HistoSet-5×14: A Collection of Balanced Multi-Organ Histopathology Datasets
Description
HistoSet-5×14 is a secondary, derived histopathological image collection created by aggregating, standardizing, and rebalancing images from multiple publicly available and peer reviewed histopathology datasets. The collection covers five organs, namely breast, colon, lung, oral cavity, and ovary, and consists of fourteen cancerous and non cancerous tissue classes. The dataset is intended to support multi class and multi organ machine learning research in computational pathology. The images included in HistoSet-5×14 originate from four established sources. These include the Lung and Colon Cancer Histopathological Image Dataset (LC25000) introduced by Borkowski et al. (2019), the Breast Cancer Histopathological Image Classification dataset by Spanhol et al. (2015), the Oral Cancer Histopathological Imaging Database by Rahman et al. (2020), and the Ovarian Cancer Histopathology dataset proposed by Kasture et al. (2021).
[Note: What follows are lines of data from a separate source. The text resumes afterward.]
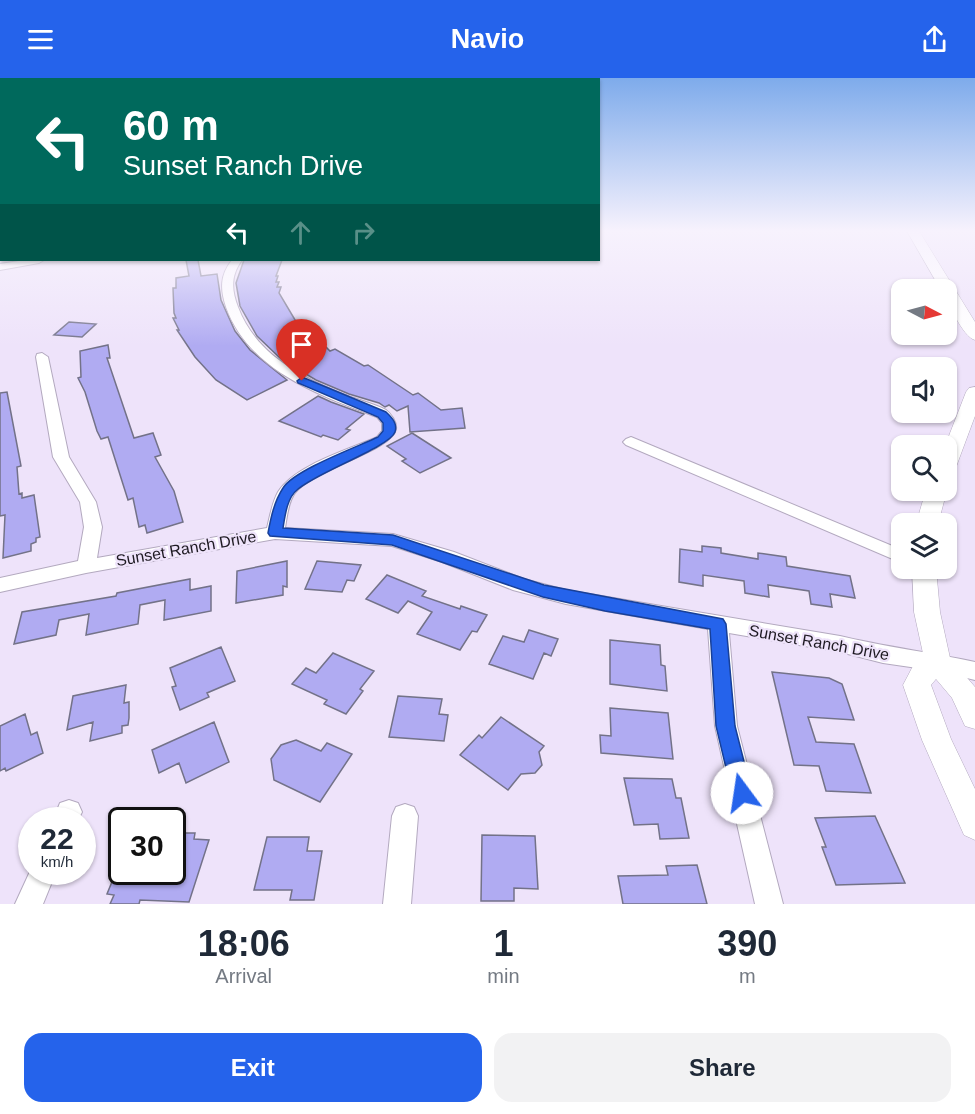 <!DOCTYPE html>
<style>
:root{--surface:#fff;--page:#f2f2f3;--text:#1f2937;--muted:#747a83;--accent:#2563eb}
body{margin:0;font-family:Arial,sans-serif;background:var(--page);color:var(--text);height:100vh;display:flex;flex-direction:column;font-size:22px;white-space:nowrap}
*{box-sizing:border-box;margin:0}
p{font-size:20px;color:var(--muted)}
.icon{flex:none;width:33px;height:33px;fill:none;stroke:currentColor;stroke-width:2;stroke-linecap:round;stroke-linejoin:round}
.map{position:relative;height:826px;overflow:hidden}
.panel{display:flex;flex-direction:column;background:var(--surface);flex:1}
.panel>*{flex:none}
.guide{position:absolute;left:0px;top:0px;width:600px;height:183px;box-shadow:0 2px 4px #0004;background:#00695c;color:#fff;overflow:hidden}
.needle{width:39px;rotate:96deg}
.fabs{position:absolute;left:891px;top:201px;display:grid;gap:12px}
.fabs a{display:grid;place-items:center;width:66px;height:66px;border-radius:12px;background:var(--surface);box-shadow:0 2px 4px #0004;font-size:30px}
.speed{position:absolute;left:18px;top:729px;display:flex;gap:12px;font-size:30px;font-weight:700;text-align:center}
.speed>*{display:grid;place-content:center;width:78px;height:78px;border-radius:50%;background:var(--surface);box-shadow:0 2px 4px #0004;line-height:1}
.speed small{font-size:15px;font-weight:400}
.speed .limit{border:3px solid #111;border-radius:9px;background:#fff;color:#111}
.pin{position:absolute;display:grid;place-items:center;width:51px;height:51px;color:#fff;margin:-62px -26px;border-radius:50% 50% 50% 0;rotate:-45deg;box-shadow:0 0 6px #0007}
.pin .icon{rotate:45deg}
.me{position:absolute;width:66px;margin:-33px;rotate:346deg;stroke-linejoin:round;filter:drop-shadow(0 0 4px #0008)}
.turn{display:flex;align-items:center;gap:21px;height:126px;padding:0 24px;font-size:27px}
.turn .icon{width:78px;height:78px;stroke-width:2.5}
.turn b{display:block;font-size:42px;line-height:51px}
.lanes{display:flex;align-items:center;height:57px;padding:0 24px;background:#0003;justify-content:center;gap:30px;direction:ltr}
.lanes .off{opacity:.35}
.eta{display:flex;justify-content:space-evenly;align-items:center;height:102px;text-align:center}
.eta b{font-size:36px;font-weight:600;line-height:42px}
.primary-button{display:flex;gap:12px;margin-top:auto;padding:12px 24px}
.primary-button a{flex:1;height:69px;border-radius:18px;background:var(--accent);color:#fff;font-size:24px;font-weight:600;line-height:69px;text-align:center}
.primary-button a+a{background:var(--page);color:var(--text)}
header{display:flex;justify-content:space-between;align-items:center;height:78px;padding:0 24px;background:var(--accent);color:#fff;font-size:27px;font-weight:600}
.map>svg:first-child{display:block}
.building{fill:#b0abf2;stroke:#737288;stroke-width:1.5}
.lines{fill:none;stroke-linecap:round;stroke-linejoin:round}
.minor-casing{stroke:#b3a9bf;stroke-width:2}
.major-casing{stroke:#b3a9bf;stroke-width:1}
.minor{fill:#fff;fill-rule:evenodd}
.major{fill:#fff;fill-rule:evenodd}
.route{fill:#2563eb;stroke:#184099;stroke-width:1.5}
.labels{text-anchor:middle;stroke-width:4.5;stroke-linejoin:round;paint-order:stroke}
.street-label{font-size:16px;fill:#1e1a22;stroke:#eee3fa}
</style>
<header><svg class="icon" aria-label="menu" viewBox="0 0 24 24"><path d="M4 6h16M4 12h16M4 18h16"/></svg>Navio<svg class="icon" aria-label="share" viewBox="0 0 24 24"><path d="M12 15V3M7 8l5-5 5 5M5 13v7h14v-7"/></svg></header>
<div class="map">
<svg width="975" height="826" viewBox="0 0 975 826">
<rect width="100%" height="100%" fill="#eee3fa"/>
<path class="building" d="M186 182H198L201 198 217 196 221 222 235 253 250 272 287 302 247 322 216 302 195 279 177 252H179L173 240H176L174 235 173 210H176V200L189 198Z
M244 182H282L276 198H278L276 204H279L277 209H281L279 215 301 252 307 250 330 273 335 271 364 288 368 287 413 317 418 315 441 332 462 330 465 350 410 354 408 328 397 333 389 327 385 329 379 325 349 316 316 302 282 282 257 258 240 228 236 205Z
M69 244 96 246 82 259 54 257Z
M108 267 110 280H107L134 360 153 355 161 377 155 379 174 413 183 444 147 455 145 447 139 449 133 420 128 422 108 359 101 361 97 353 85 314 78 300 81 299 80 273Z
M7 314 21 388 17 389 19 416 22 415V420L34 417 40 459 36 460V464L31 466V473L3 480 5 437 0 438V315Z
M318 318 331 324 364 336 346 351 350 352 338 362 323 357 321 359 279 343Z
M412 355 451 380 420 395 402 383 406 381 387 368Z
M702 468 721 470V475L758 481V475L786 479 787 488 850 498 855 520 830 516 832 529 811 526 809 513 768 507 769 519 745 515 744 503 703 497V508L679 504 680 471 702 474Z
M287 483V509L283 508V517L236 525 237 493Z
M317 483 361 487 354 503 347 502 342 514 305 511Z
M387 497 426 513 422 518 460 531 461 528 487 537 477 554 472 553 460 572 417 556 432 534 408 523 398 535 366 521Z
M190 501V512L211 508V533L164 542 165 522 140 527 138 546 86 557 89 536 59 542 56 557 14 566 22 534 116 518 117 515Z
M529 552 558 561 551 578 544 575 533 601 489 586 503 558 524 564Z
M610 562 660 567 661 587 665 588 667 613 610 606Z
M221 569 235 603 207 615 209 619 180 632 172 609 176 608 170 590Z
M333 575 374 593 360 611 363 613 346 636 324 626 327 622 292 606 306 590 316 595Z
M772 594 829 600 842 606 854 642 808 639 816 664 854 666 871 715 826 713 819 688 794 687Z
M126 607 124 625 129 624V640L128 647 122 648V655L90 663 93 644 67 652 73 618Z
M398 618 442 621 439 636 448 637 444 663 389 659Z
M610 630 668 635 673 681 601 675 600 657 611 658Z
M25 636 31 657 37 654 43 675 6 693 5 690 0 693V648Z
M501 639 544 668 539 674 542 687 535 695 521 696 508 712 460 677 479 657 482 660Z
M214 644 229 684 186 705 179 685 159 695 152 672Z
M296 662 321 673 327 665 352 676 320 724 274 702 271 681 281 667Z
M624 700 672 701 676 720H681L689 760 660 761 658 746 634 747Z
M875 738 905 805 836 807 822 769H826L815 740Z
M172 755H195L194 761 209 762 189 824 140 822 139 826H110L114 817 107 816 116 794H172Z
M482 757 535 758 538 811 514 810V823H481Z
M267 759H309L307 773H322L314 822H290L292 812H254Z
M697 787 707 826H623L618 798 668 797 666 788Z"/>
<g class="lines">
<defs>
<path id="minor" d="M25 182H44L39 185 0 192V186Z
M232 182H242C231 197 231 211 238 229 255 275 300 299 343 316 357 322 373 325 386 332 391 336 397 344 396 351 394 372 312 392 295 415 288 424 287 439 285 450L393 456 454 474 524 501 566 512 840 558C885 569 930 574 975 584V602L938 593 883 585 840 574 729 555 737 648 783 826H755L715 648 708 551 566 526 513 512 442 484 392 468 275 461 86 495 0 514V500L78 483 84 449 80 424 53 379 36 279 37 276 42 275 48 279 69 379 96 424 102 449 97 480 267 450C270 438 272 425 278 414 295 387 348 372 377 359L382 353V345L377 339C319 317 249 293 226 229 220 211 220 197 232 182Z
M631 359 902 472V485L626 367 623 364 626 361Z
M69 722 78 725 82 734 78 742H53L60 725Z
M405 726 414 729 418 738 411 826H383L392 738 396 729Z
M32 789V794H56L43 826H15Z"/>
<path id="major" d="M907 153H919L975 244V262C963 259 946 223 946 212H941Z
M975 309V338L956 389 953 393 946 395V368H945L966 314 969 310Z
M946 411 947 412 938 446H916L926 412H946Z
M912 490H936L940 534 950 580 975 609V651L965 648 952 620 936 601 931 607 951 661 975 711V762L964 757 922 662 903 607 913 588 924 580 914 534Z"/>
</defs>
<use href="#minor" class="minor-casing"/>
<use href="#major" class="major-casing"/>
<use href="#minor" class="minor"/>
<use href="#major" class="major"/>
</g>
<linearGradient id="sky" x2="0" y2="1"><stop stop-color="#7eabeb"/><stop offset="0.57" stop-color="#f7f2fd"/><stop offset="1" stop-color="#f7f2fd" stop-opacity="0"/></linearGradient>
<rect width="975" height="268" fill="url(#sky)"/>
<path class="route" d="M302 299 386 334C391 339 398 345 395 354 390 369 315 395 297 412 287 420 285 438 283 450L393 457 544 507 723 541 726 546 735 648 752 715 749 722 742 725 735 722 732 715 716 648 710 551 605 533 543 519 392 467 270 458 268 455C271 439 274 424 283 410 294 392 357 369 378 359L383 353V345L378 339 298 305 297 303Z"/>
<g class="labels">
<g class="street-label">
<text transform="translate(186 470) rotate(-10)" y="6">Sunset Ranch Drive</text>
<text transform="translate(819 564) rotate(10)" y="6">Sunset Ranch Drive</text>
</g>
</g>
</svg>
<div class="fabs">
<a><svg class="needle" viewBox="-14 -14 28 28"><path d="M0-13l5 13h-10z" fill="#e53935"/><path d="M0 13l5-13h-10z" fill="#747a83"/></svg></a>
<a><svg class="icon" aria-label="sound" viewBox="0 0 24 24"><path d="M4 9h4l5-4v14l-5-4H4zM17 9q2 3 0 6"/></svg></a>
<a><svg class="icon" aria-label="search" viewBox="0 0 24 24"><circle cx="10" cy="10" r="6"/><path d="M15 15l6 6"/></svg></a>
<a><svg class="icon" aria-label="layers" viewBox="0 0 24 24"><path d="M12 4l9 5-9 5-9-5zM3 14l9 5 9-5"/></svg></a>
</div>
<div class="speed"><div>22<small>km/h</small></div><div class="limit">30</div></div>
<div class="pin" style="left:302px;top:303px;background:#d93025"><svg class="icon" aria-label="arrive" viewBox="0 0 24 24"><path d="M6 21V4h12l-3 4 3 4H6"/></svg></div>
<svg class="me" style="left:742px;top:715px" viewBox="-20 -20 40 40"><circle r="19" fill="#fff"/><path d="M0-13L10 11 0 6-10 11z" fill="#2563eb"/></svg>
<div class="guide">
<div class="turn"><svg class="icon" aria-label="left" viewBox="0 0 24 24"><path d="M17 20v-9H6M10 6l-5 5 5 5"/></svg><div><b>60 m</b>Sunset Ranch Drive</div></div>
<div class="lanes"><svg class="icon" aria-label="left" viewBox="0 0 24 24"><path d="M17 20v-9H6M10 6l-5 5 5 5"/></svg><svg class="icon off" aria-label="ahead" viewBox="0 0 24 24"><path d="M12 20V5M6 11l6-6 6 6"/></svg><svg class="icon off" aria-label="right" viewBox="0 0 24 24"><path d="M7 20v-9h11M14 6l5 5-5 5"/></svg></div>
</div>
</div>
<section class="panel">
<div class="eta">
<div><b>18:06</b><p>Arrival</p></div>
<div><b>1</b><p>min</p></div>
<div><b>390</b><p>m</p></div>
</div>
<div class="primary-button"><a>Exit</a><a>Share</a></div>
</section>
All source datasets consist of Hematoxylin and Eosin stained histopathological images that are de identified and publicly available for research use. Since the original datasets exhibit substantial class imbalance and heterogeneous sample sizes, HistoSet-5×14 applies a standardized preprocessing pipeline involving controlled data augmentation for under-represented classes and down-sampling of over-represented classes. Each class was normalized to 2,000 images, yielding a total of 28,000 images. Augmentation was performed conservatively to preserve diagnostically relevant morphological patterns while improving class balance and model robustness. Source Dataset References: 1. Borkowski, A.A., et al. (2019). Lung and colon cancer histopathological image dataset (LC25000). arXiv:1912.12142. 2. Spanhol, F.A., et al. (2015). A dataset for breast cancer histopathological image classification. IEEE Transactions on Biomedical Engineering, 63(7), 1455–1462. 3. Rahman, T.Y., et al. (2020). Histopathological imaging database for oral cancer analysis. Data in Brief, 29, 105114. 4. Kasture, K.R., et al. (2021). A new deep learning method for automatic ovarian cancer prediction & subtype classification. Turkish Journal of Computer and Mathematics Education, 12(12), 1233–1242.